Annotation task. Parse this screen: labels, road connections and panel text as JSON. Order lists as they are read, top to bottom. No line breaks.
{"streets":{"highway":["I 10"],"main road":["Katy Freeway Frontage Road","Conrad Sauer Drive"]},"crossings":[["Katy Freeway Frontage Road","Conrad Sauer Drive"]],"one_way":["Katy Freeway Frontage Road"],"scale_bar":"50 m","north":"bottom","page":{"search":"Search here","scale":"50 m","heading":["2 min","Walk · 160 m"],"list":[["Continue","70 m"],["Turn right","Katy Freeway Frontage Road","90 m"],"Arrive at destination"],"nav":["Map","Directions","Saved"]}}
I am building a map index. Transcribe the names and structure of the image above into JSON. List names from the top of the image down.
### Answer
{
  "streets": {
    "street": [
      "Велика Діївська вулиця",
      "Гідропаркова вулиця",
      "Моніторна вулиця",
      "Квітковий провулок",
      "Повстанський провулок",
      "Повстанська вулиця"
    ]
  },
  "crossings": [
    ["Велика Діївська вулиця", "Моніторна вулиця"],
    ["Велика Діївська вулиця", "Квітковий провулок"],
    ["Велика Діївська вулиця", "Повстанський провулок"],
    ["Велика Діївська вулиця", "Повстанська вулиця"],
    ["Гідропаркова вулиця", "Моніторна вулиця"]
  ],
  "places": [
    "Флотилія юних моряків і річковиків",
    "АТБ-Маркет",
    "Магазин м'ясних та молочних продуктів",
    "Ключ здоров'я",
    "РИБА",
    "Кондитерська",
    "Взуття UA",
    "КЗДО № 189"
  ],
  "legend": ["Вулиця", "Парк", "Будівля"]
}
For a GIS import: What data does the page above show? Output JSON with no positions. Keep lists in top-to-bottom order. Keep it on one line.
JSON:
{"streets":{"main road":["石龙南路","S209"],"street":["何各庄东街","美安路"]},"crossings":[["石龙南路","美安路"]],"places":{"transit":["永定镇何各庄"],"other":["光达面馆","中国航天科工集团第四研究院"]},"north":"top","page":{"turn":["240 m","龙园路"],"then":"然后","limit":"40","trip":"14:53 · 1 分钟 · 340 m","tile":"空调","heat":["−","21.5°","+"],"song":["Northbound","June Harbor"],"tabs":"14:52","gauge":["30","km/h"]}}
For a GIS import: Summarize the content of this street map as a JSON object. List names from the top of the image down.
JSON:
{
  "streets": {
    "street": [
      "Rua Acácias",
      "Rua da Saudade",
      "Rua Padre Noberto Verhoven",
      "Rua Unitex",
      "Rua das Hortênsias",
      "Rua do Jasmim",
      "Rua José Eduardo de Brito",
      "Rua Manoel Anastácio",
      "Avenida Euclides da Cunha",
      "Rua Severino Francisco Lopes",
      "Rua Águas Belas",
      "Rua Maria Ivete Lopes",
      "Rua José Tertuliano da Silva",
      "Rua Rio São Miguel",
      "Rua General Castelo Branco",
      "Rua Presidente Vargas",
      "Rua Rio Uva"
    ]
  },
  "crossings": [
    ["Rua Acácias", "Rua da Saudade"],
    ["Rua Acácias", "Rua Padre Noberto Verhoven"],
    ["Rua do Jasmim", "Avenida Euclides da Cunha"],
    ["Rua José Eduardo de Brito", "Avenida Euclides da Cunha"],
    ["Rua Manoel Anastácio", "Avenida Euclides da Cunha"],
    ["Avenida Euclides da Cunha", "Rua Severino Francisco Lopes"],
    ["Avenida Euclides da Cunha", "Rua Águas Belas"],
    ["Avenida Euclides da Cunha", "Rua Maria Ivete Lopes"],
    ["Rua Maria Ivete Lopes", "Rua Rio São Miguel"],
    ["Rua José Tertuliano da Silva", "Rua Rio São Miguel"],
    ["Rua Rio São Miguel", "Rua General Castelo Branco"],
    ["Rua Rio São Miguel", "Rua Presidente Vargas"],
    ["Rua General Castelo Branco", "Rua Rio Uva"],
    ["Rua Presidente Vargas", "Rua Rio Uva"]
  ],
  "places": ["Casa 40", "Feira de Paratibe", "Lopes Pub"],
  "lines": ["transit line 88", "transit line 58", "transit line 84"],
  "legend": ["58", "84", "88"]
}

* _TRY IT_
Write the data out again in full. Match it word for word.

* _ANSWER FOR THE TASK_
Annotation task. Parse this screen: labels, road connections and panel text as JSON. Order lists as they are read, top to bottom. No line breaks.
{"streets":{"highway":["I 10"],"main road":["Katy Freeway Frontage Road","Conrad Sauer Drive"]},"crossings":[["Katy Freeway Frontage Road","Conrad Sauer Drive"]],"one_way":["Katy Freeway Frontage Road"],"scale_bar":"50 m","north":"bottom","page":{"search":"Search here","scale":"50 m","heading":["2 min","Walk · 160 m"],"list":[["Continue","70 m"],["Turn right","Katy Freeway Frontage Road","90 m"],"Arrive at destination"],"nav":["Map","Directions","Saved"]}}
I am building a map index. Transcribe the names and structure of the image above into JSON. List names from the top of the image down.
### Answer
{
  "streets": {
    "street": [
      "Велика Діївська вулиця",
      "Гідропаркова вулиця",
      "Моніторна вулиця",
      "Квітковий провулок",
      "Повстанський провулок",
      "Повстанська вулиця"
    ]
  },
  "crossings": [
    ["Велика Діївська вулиця", "Моніторна вулиця"],
    ["Велика Діївська вулиця", "Квітковий провулок"],
    ["Велика Діївська вулиця", "Повстанський провулок"],
    ["Велика Діївська вулиця", "Повстанська вулиця"],
    ["Гідропаркова вулиця", "Моніторна вулиця"]
  ],
  "places": [
    "Флотилія юних моряків і річковиків",
    "АТБ-Маркет",
    "Магазин м'ясних та молочних продуктів",
    "Ключ здоров'я",
    "РИБА",
    "Кондитерська",
    "Взуття UA",
    "КЗДО № 189"
  ],
  "legend": ["Вулиця", "Парк", "Будівля"]
}
For a GIS import: What data does the page above show? Output JSON with no positions. Keep lists in top-to-bottom order. Keep it on one line.
JSON:
{"streets":{"main road":["石龙南路","S209"],"street":["何各庄东街","美安路"]},"crossings":[["石龙南路","美安路"]],"places":{"transit":["永定镇何各庄"],"other":["光达面馆","中国航天科工集团第四研究院"]},"north":"top","page":{"turn":["240 m","龙园路"],"then":"然后","limit":"40","trip":"14:53 · 1 分钟 · 340 m","tile":"空调","heat":["−","21.5°","+"],"song":["Northbound","June Harbor"],"tabs":"14:52","gauge":["30","km/h"]}}
For a GIS import: Summarize the content of this street map as a JSON object. List names from the top of the image down.
JSON:
{
  "streets": {
    "street": [
      "Rua Acácias",
      "Rua da Saudade",
      "Rua Padre Noberto Verhoven",
      "Rua Unitex",
      "Rua das Hortênsias",
      "Rua do Jasmim",
      "Rua José Eduardo de Brito",
      "Rua Manoel Anastácio",
      "Avenida Euclides da Cunha",
      "Rua Severino Francisco Lopes",
      "Rua Águas Belas",
      "Rua Maria Ivete Lopes",
      "Rua José Tertuliano da Silva",
      "Rua Rio São Miguel",
      "Rua General Castelo Branco",
      "Rua Presidente Vargas",
      "Rua Rio Uva"
    ]
  },
  "crossings": [
    ["Rua Acácias", "Rua da Saudade"],
    ["Rua Acácias", "Rua Padre Noberto Verhoven"],
    ["Rua do Jasmim", "Avenida Euclides da Cunha"],
    ["Rua José Eduardo de Brito", "Avenida Euclides da Cunha"],
    ["Rua Manoel Anastácio", "Avenida Euclides da Cunha"],
    ["Avenida Euclides da Cunha", "Rua Severino Francisco Lopes"],
    ["Avenida Euclides da Cunha", "Rua Águas Belas"],
    ["Avenida Euclides da Cunha", "Rua Maria Ivete Lopes"],
    ["Rua Maria Ivete Lopes", "Rua Rio São Miguel"],
    ["Rua José Tertuliano da Silva", "Rua Rio São Miguel"],
    ["Rua Rio São Miguel", "Rua General Castelo Branco"],
    ["Rua Rio São Miguel", "Rua Presidente Vargas"],
    ["Rua General Castelo Branco", "Rua Rio Uva"],
    ["Rua Presidente Vargas", "Rua Rio Uva"]
  ],
  "places": ["Casa 40", "Feira de Paratibe", "Lopes Pub"],
  "lines": ["transit line 88", "transit line 58", "transit line 84"],
  "legend": ["58", "84", "88"]
}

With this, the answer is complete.